> _About this exercise_:
Could you give the data below again, exactly and completely?

%%

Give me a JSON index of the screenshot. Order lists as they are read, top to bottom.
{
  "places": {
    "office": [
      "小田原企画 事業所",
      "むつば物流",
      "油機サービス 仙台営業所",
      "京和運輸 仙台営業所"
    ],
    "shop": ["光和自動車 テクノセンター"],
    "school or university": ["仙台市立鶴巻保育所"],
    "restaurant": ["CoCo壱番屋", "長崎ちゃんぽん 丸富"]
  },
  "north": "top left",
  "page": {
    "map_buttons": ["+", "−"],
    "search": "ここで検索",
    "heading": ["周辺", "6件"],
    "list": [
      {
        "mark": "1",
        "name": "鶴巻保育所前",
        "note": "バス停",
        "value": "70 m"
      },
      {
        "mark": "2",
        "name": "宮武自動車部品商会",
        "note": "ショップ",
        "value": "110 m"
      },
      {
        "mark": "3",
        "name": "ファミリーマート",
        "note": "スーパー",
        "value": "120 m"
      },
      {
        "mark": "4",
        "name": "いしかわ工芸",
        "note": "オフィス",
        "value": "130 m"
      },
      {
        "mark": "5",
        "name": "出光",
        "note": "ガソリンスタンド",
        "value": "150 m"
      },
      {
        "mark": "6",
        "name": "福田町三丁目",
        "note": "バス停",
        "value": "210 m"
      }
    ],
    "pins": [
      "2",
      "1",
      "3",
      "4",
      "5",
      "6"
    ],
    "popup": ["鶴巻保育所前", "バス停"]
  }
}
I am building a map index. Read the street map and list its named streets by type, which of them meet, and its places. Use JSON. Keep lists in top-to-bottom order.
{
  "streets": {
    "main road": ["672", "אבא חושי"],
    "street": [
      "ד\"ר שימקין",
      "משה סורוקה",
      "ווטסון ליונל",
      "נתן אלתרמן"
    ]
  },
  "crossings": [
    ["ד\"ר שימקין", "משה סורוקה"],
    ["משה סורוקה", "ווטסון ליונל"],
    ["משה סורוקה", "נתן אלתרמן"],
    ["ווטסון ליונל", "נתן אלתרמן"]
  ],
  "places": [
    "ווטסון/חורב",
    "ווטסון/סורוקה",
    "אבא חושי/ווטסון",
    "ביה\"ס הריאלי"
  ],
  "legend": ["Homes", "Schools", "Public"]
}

%%

> _Solution_:
Give me a JSON index of the screenshot. Order lists as they are read, top to bottom.
{
  "places": {
    "office": [
      "小田原企画 事業所",
      "むつば物流",
      "油機サービス 仙台営業所",
      "京和運輸 仙台営業所"
    ],
    "shop": ["光和自動車 テクノセンター"],
    "school or university": ["仙台市立鶴巻保育所"],
    "restaurant": ["CoCo壱番屋", "長崎ちゃんぽん 丸富"]
  },
  "north": "top left",
  "page": {
    "map_buttons": ["+", "−"],
    "search": "ここで検索",
    "heading": ["周辺", "6件"],
    "list": [
      {
        "mark": "1",
        "name": "鶴巻保育所前",
        "note": "バス停",
        "value": "70 m"
      },
      {
        "mark": "2",
        "name": "宮武自動車部品商会",
        "note": "ショップ",
        "value": "110 m"
      },
      {
        "mark": "3",
        "name": "ファミリーマート",
        "note": "スーパー",
        "value": "120 m"
      },
      {
        "mark": "4",
        "name": "いしかわ工芸",
        "note": "オフィス",
        "value": "130 m"
      },
      {
        "mark": "5",
        "name": "出光",
        "note": "ガソリンスタンド",
        "value": "150 m"
      },
      {
        "mark": "6",
        "name": "福田町三丁目",
        "note": "バス停",
        "value": "210 m"
      }
    ],
    "pins": [
      "2",
      "1",
      "3",
      "4",
      "5",
      "6"
    ],
    "popup": ["鶴巻保育所前", "バス停"]
  }
}
I am building a map index. Read the street map and list its named streets by type, which of them meet, and its places. Use JSON. Keep lists in top-to-bottom order.
{
  "streets": {
    "main road": ["672", "אבא חושי"],
    "street": [
      "ד\"ר שימקין",
      "משה סורוקה",
      "ווטסון ליונל",
      "נתן אלתרמן"
    ]
  },
  "crossings": [
    ["ד\"ר שימקין", "משה סורוקה"],
    ["משה סורוקה", "ווטסון ליונל"],
    ["משה סורוקה", "נתן אלתרמן"],
    ["ווטסון ליונל", "נתן אלתרמן"]
  ],
  "places": [
    "ווטסון/חורב",
    "ווטסון/סורוקה",
    "אבא חושי/ווטסון",
    "ביה\"ס הריאלי"
  ],
  "legend": ["Homes", "Schools", "Public"]
}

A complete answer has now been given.